Federer, the most successful male player of all time with 17 majors, said it was "super serious" for the sport, but said he would be surprised if top players were involved.
But the BBC's Simon Cox told Morning Report they made a decision not to name the players involved, as they didn't have the actual evidence which was given to the Tennis Integrity Unit, of phone records and bank accounts and so on.
But Cox said that in the 2008 report, 28 players were named as being involved in suspicious matches, and there was hard evidence of the players being linked to gamblers through phone records.
It was fair to say that more of the suspicious matches have moved down the tennis tree to the second and third division of tennis, he said - but the issue was by no means historical.

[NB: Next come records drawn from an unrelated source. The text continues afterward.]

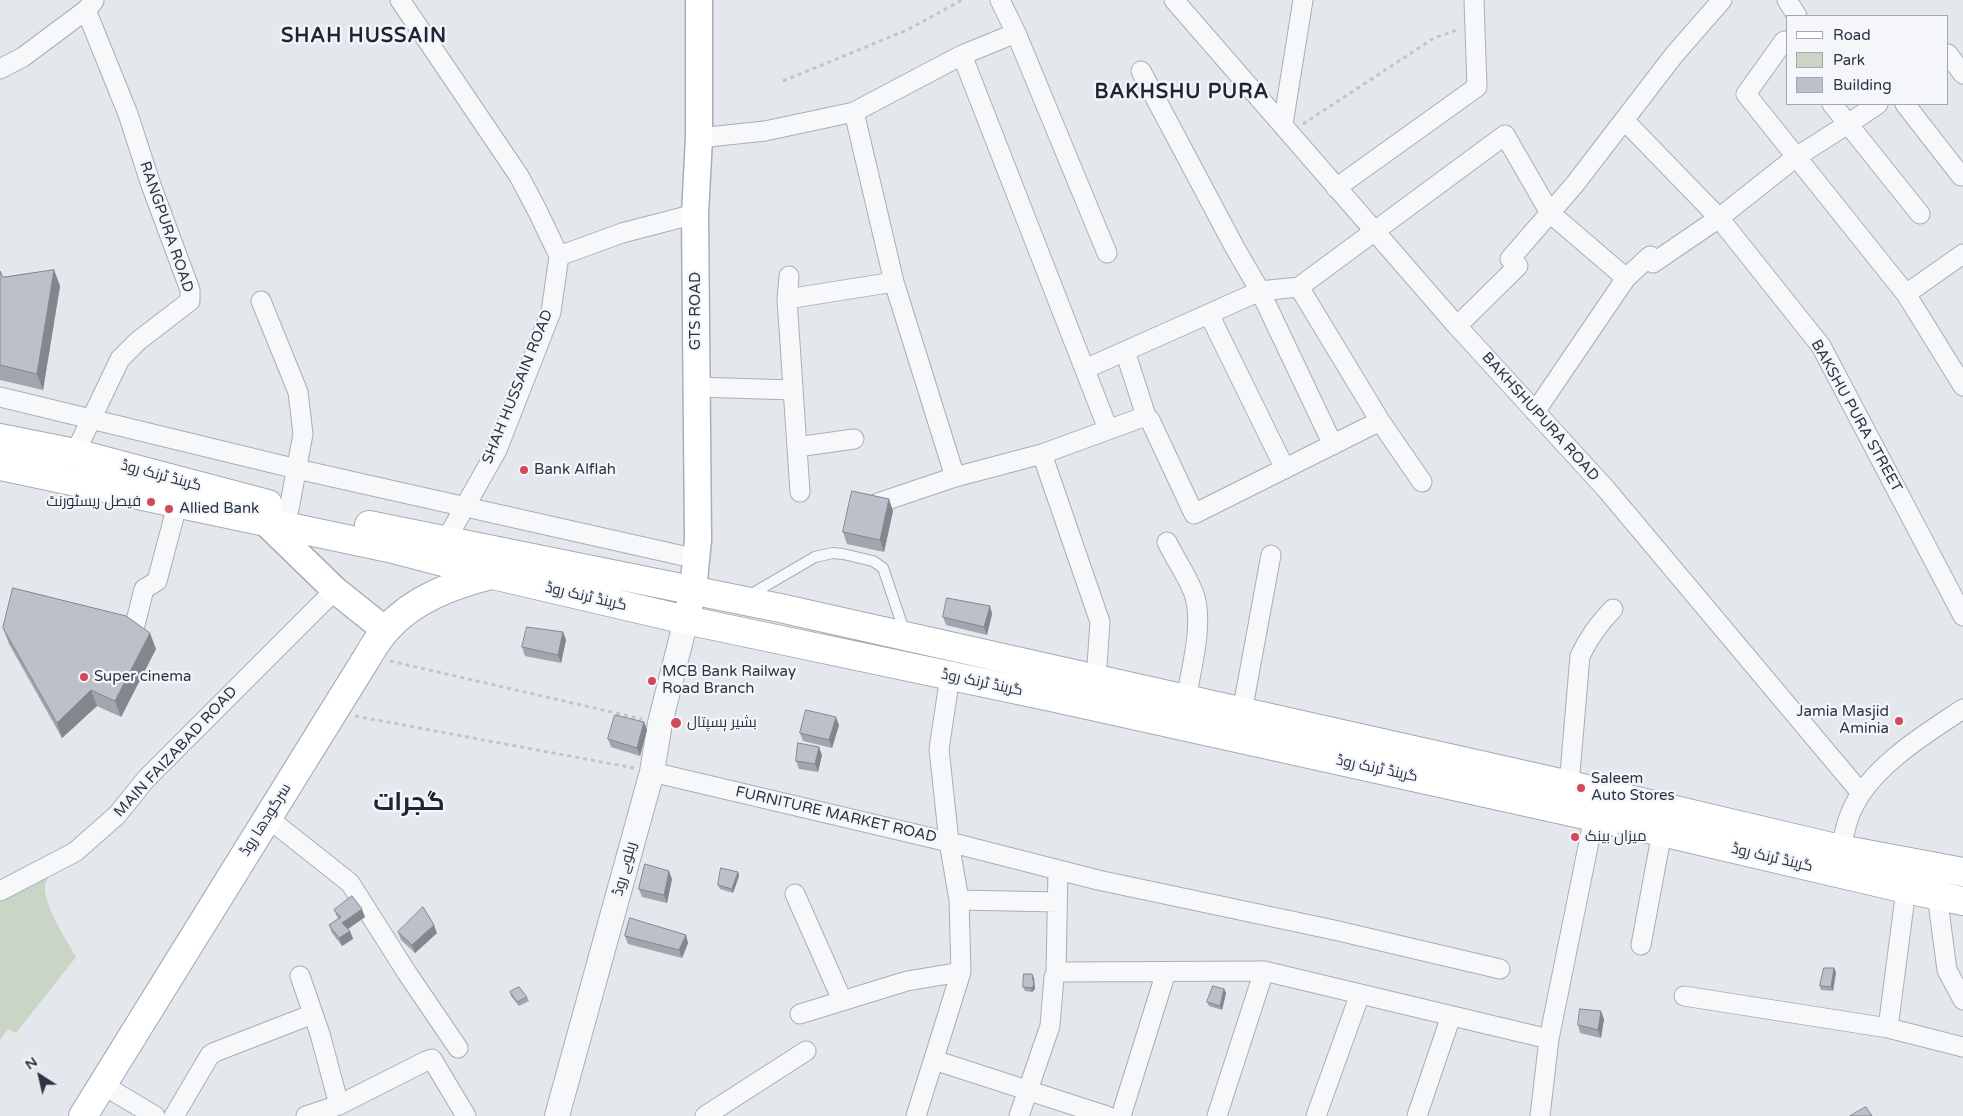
<!DOCTYPE html>
<html>
<head>
<meta charset="utf-8">
<style>
	body { margin:0 }
	#map { position:relative; width:1963px; height:1116px; overflow:hidden; background:#e4e7ec; font-family:"Varela Round",sans-serif }
	canvas { display:block }
	.legend { position:absolute; left:1786px; top:15px; width:162px; height:90px; box-sizing:border-box; background:#f4f6f9; border:1px solid #a4a8b1; margin:0; padding:6px 9px; list-style:none; font-size:15px; color:#2b3445 }
	.legend li { display:flex; align-items:center; gap:10px; height:25px }
	.legend b { width:25px; border:1px solid #a4a8b1 }
	.north { position:absolute; left:15px; top:1051px; width:50px; height:50px; -webkit-text-stroke:4px #f4f6f9; paint-order:stroke; rotate:325deg; font-size:14px; font-weight:700; line-height:20px; text-align:center; color:#2b3445 }
	.north::after { content:''; display:block; margin:auto; width:18px; height:22px; background:#2b3445; clip-path:polygon(50% 0,100% 100%,50% 72%,0 100%) }
</style>
</head>
<body>
<div id="map">
<canvas width="1963" height="1116"></canvas>
<ul class="legend">
<li><b style="height:6px;background:#fff"></b>Road</li>
<li><b style="height:14px;background:#c9d6c5"></b>Park</li>
<li><b style="height:14px;background:#bbc0ca"></b>Building</li>
</ul>
<div class="north">N</div>
</div>
<script>
const ctx = document.querySelector('canvas').getContext('2d');
ctx.lineJoin = 'round';
function fill(path, color) { ctx.fillStyle = color; ctx.fill(path, 'evenodd'); }
function strokePath(path, color, width, dash) { ctx.strokeStyle = color; ctx.lineWidth = width; ctx.lineCap = dash ? 'butt' : 'round'; ctx.setLineDash(dash || []); ctx.stroke(path); }
function drawText(font, color, halo, rows, align = 'center') {
  ctx.font = font + ' "Varela Round",Cairo,sans-serif'; ctx.lineWidth = 4.5; ctx.setLineDash([]); ctx.textBaseline = 'middle'; ctx.strokeStyle = halo; ctx.fillStyle = color; for (const [text, x, y, turn = 0] of rows) {
    ctx.save(); ctx.translate(x, y); ctx.rotate((+turn || 0) * Math.PI / 180); ctx.textAlign = isNaN(turn) ? turn : align; if (halo) ctx.strokeText(text, 0, 0); ctx.fillText(text, 0, 0); ctx.restore();
  }
}
fill(new Path2D(`
	M51,872C49,876 45,882 45,886C43,904 67,941 76,957L16,1033L8,1029L0,1040V899Z`), '#c9d6c5');
const service = new Path2D(`
	M748,596L815,557L833,553L843,554L873,561L883,568L905,633`);
const minor = new Path2D(`
	M400,0L519,176L538,212L559,256L551,312L497,450L446,540
	M1174,0L1457,326L1606,489L1861,793
	M1787,0L1797,16
	M1016,33L1107,253
	M1784,41L1746,94L1906,294L1963,386
	M1948,54L1963,74
	M962,55L1108,429
	M0,69L23,57L86,10L94,1
	M1141,71L1235,248L1260,291L1299,287L1505,135L1550,213L1626,278
	M1832,104L1848,124L1878,104
	M1905,104L1961,176
	M1624,120L1719,218L1821,346L1963,616
	M1283,124L1303,0
	M699,138L765,131L854,112L962,55L1016,33L1000,0
	M1336,188L1477,87L1474,0
	M559,256L622,233L695,214
	M894,282L955,477
	M1299,287L1380,421L1422,482
	M1906,294L1963,254
	M787,299L789,276
	M261,301L298,392L303,434L289,509
	M1209,314L1285,469
	M1457,326L1518,266L1510,259L1575,184L1674,55L1722,0
	M1125,351L1146,416L1150,420L1194,514L1380,421
	M1085,369L1260,291L1333,445
	M696,387L793,390
	M0,397L297,469L697,559
	M1535,412L1626,278L1650,256L1653,263L1719,218L1796,157L1848,124L1920,214
	M797,447L854,439
	M75,453L120,359L138,341L190,301V290L151,185L128,114L86,10
	M1042,454L1100,622L1096,680
	M800,492L787,299L894,282L854,112
	M878,503L955,477L1042,454L1146,416
	M1167,542C1175,559 1190,580 1195,597C1203,627 1191,669 1186,700
	M135,625L144,589L157,581L178,502
	M950,676L939,749L949,842L1098,880L1334,930L1500,969
	M1242,712L1271,555
	M652,772L949,842L959,900L961,972L916,1116
	M1569,785L1580,656C1589,637 1598,624 1613,609
	M268,818L350,883L407,973L458,1048
	M1840,849C1844,837 1846,823 1851,812C1869,768 1925,734 1963,709
	M1906,889L1888,1028L1963,1047
	M0,891L75,852L117,815L146,779L335,590
	M795,894L842,1000
	M1937,895L1947,970L1963,1000
	M959,900L1057,902
	M1641,945L1662,832
	M1056,973L1058,870
	M300,976L320,1034L339,1105
	M1684,996L1888,1028
	M800,1014L907,981L961,972
	M934,1060L1107,1116
	M103,1085L155,1116
	M174,1116L210,1055L215,1052L313,1014
	M306,1116L339,1105L426,1061L432,1059L466,1116
	M705,1116L806,1051
	M1019,1116L1050,1026L1054,977L1060,972L1264,971L1549,1039
	M1121,1116L1166,972
	M1217,1116L1264,971
	M1316,1116L1360,994
	M1417,1116L1451,1016
	M1540,1116L1549,1039L1594,817`);
const tertiary = new Path2D(`
	M557,1116L652,772L660,723L686,620`);
const secondary = new Path2D(`
	M264,521L335,590L385,630
	M686,620L693,590L698,540L695,214L699,138V0`);
const primary = new Path2D(`
	M0,438L75,453L268,504
	M0,466L389,548L493,575L686,620L1056,698L1662,832L1906,889L1963,901
	M369,525L780,608L1569,785L1840,849L1963,872
	M83,1116L368,656C373,647 379,638 386,630C413,599 452,585 491,575`);
strokePath(service, '#a9aeb7', 12);
strokePath(minor, '#a9aeb7', 21);
strokePath(tertiary, '#a9aeb7', 26);
strokePath(secondary, '#a9aeb7', 29);
strokePath(primary, '#a3abb8', 30);
strokePath(new Path2D(`
	M783,81L907,30L962,0
	M1303,124L1434,38L1460,29
	M390,661L642,719
	M355,716L634,768`), '#c2c5cb', 3, [4, 4]);
strokePath(service, '#f7f8fa', 10);
strokePath(minor, '#f7f8fa', 19);
strokePath(tertiary, '#f7f8fa', 24);
strokePath(secondary, '#fff', 26);
strokePath(primary, '#fff', 28);
fill(new Path2D(`
	M54,270L60,286L43,390L0,380V271L3,277Z
	M893,511L884,552L847,544L843,532Z
	M990,606L992,614L987,635L946,625L943,617Z
	M3,628L156,649L121,717L97,706L62,738L9,644Z
	M563,632L566,640L561,663L525,656L522,647Z
	M644,722L647,730L640,756L611,747L608,739Z
	M839,725L832,748L803,741L800,733Z
	M822,755L818,772L799,769L796,761Z
	M738,872L739,876L733,893L720,889L718,885Z
	M672,879L667,903L642,897L639,889Z
	M334,910L365,917L348,929L350,931L353,939L342,946L332,933L329,925L338,919Z
	M398,932L437,933L415,953L401,940Z
	M686,935L688,943L682,958L628,944L625,936Z
	M1836,972L1833,991L1821,990L1820,986Z
	M1034,978L1035,989L1032,992L1025,991L1023,987Z
	M1224,989L1226,993L1222,1010L1209,1006L1207,1002Z
	M510,992L527,997L529,1001L519,1006L511,996Z
	M1604,1019L1601,1038L1580,1033L1578,1025Z`), '#a1a5ae');
fill(new Path2D(`
	M54,270L60,286L43,390L37,374Z
	M889,499L893,511L884,552L880,540Z
	M990,606L992,614L987,635L984,627Z
	M563,632L566,640L561,663L558,655Z
	M150,633L156,649L121,717L115,701Z
	M91,690L97,706L62,738L57,723Z
	M836,717L839,725L832,748L829,740Z
	M644,722L647,730L640,756L637,748Z
	M819,747L822,755L818,772L815,764Z
	M669,871L672,879L667,903L664,895Z
	M738,872L739,876L733,893L732,889Z
	M362,909L365,917L345,931L342,923Z
	M434,925L437,933L415,953L412,945Z
	M350,931L353,939L342,946L339,938Z
	M686,935L688,943L682,958L679,950Z
	M1834,968L1836,972L1833,991L1831,987Z
	M1032,974L1034,978L1035,989L1032,992L1031,988Z
	M1224,989L1226,993L1222,1010L1220,1006Z
	M1601,1011L1604,1019L1601,1038L1598,1030Z`), '#83868d');
const building = new Path2D(`
	M54,270L37,374L0,365V271L3,277Z
	M852,491L889,499L880,540L843,532Z
	M13,588L126,616L150,633L115,701L91,690L57,723L3,628Z
	M947,598L990,606L984,627L943,617Z
	M527,627L563,632L558,655L522,647Z
	M806,710L836,717L829,740L800,733Z
	M615,715L644,722L637,748L608,739Z
	M798,743L819,747L815,764L796,761Z
	M645,864L669,871L664,895L639,889Z
	M721,868L738,872L732,889L718,885Z
	M352,896L362,909L342,923L350,931L339,938L329,925L341,917L334,910Z
	M423,907L434,925L412,945L398,932Z
	M630,918L686,935L679,950L625,936Z
	M1824,968H1834L1831,987L1820,986Z
	M1024,974H1032L1034,985L1031,988L1023,987Z
	M1213,986L1224,989L1220,1006L1207,1002Z
	M519,987L527,997L517,1002L510,992Z
	M1580,1009L1601,1011L1598,1030L1578,1025Z
	M1866,1107L1872,1116H1850Z`);
fill(building, '#bbc0ca');
strokePath(building, '#83868d', 1);
for (const [x, y, r, color] of [
	[524,470,5,"#d1495b"],
	[151,502,5,"#d1495b"],
	[169,509,5,"#d1495b"],
	[84,677,5,"#d1495b"],
	[652,681,5,"#d1495b"],
	[1899,721,5,"#d1495b"],
	[676,723,6,"#d1495b"],
	[1581,788,5,"#d1495b"],
	[1575,837,5,"#d1495b"]
]) { const dot = new Path2D(); dot.arc(x, y, r, 0, 2 * Math.PI); ctx.fillStyle = color; ctx.fill(dot); strokePath(dot, '#f4f6f9', 2); }
drawText('15px', '#2b3445', '#f4f6f9', [
	["RANGPURA ROAD",166,227,71],
	["GTS ROAD",696,311,-90],
	["SHAH HUSSAIN ROAD",518,387,-68],
	["BAKSHU PURA STREET",1856,416,61],
	["BAKHSHUPURA ROAD",1540,417,48],
	["گرینڈ ٹرنک روڈ",161,476,15],
	["گرینڈ ٹرنک روڈ",586,597,13],
	["گرینڈ ٹرنک روڈ",982,683,12],
	["MAIN FAIZABAD ROAD",176,752,-47],
	["گرینڈ ٹرنک روڈ",1377,769,12],
	["FURNITURE MARKET ROAD",836,815,13],
	["سرگودھا روڈ",266,820,-58],
	["گرینڈ ٹرنک روڈ",1772,858,13],
	["ریلوے روڈ",625,869,-75]
]);
drawText('15px', '#2b3445', '#f4f6f9', [
	["Bank Alflah",534,470],
	["فیصل ریسٹورنٹ",141,502,"right"],
	["Allied Bank",179,509],
	["MCB Bank Railway",662,672],
	["Road Branch",662,689],
	["Super cinema",94,677],
	["Jamia Masjid",1889,712,"right"],
	["Aminia",1889,729,"right"],
	["بشیر ہسپتال",687,723],
	["Saleem",1591,779],
	["Auto Stores",1591,796],
	["میزان بینک",1585,837]
], 'left');
ctx.letterSpacing = '1px';
drawText('bold 20px', '#1d2536', '#f4f6f9', [
	["SHAH HUSSAIN",364,37],
	["BAKHSHU PURA",1182,93]
]);
ctx.letterSpacing = '0px';
drawText('bold 25px', '#1d2536', '#f4f6f9', [
	["گجرات",409,803]
]);
</script>
</body>
</html>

"Well it's not true that it's all in the past," Cox said. "I was just talking to a former player who's now a coach two days ago. He said to me, 'it's worse than ever', that he had players who were being approached."
"One source we were talking to had reported five matches of a player in the last year - some of those are very, very important, prestigious tournaments - and this is a high-ranking player.
"So there are still reports going in to the tennis authorities of high-ranking players involved in important tournaments (allegedly match fixing)."
Cox said there was a strong body of evidence that the tennis authorities weren't doing enough to investigate suspected match fixing, and his numerous sources in many fields, such as betting agencies, were frustrated at the lack of action from the sport over the issue.